How do Black people join their ancestral history with their future? For some people, that decision arises when they are confronted with the mortality of an elder. “As I mother,” the gender studies scholar Jennifer C. Nash transcribed for the Boston Review, “and as I watch my own mother fade, I am hungry to collect stories of the past, to share them with my daughter, so she can hold them and do whatever she pleases with them, including freeing herself from them.” That holding, the tenderness to document and preserve one’s history at all costs, is a radical act that she fully displays in Birthing Black Mothers. As of 2022, Black women in the US were three times more likely to die of maternal mortality than white women. This phenomenon is not due to biology, but the widely documented differential treatment in healthcare. While the statistics might deter someone from becoming a parent, Nash is not bothered. Using her expertise in gender studies, she cuts through literary and popular culture to render the expansiveness of mothering. She offers a Black feminist reading of motherhood that migrates away from “the rhetoric of crisis.” Instead, she considers how black women have “used motherhood as a platform for activism.” Because the author suggests that through radical dreaming, everyone can hopefully create new modes of being that are not just about Black maternal death. It’s a gutting exploration of what it means to be a Black mother, illustrating how people find avenues to raise the families they choose, unapologetically and with joy that extends beyond tragedy narratives that many people are accustomed to.

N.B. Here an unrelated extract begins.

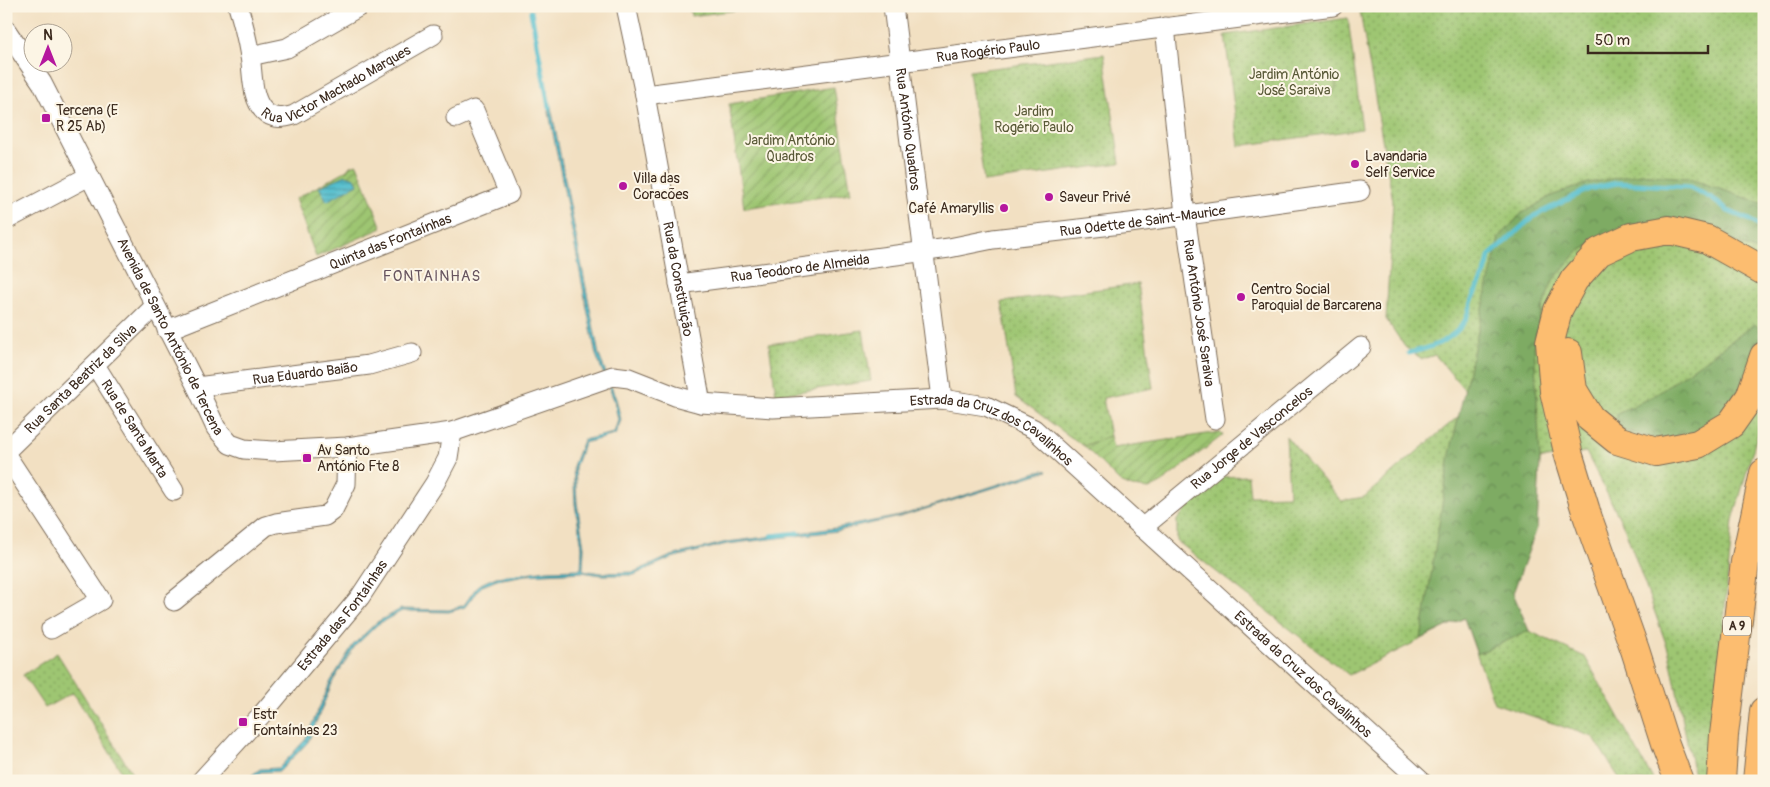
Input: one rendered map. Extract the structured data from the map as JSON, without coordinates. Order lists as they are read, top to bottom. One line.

These texts do more than the unsavory sociological reports of the past, like the 1965 Moynihan report, which scapegoated Black families, instead opening up and pulling through a range of communities that are navigating ill health. What these authors do is situate science and history with compassion for the people who are just trying to survive. Their true power comes from excavating the perennial endemic diseases that never leave our sight, and handling that history with radical care.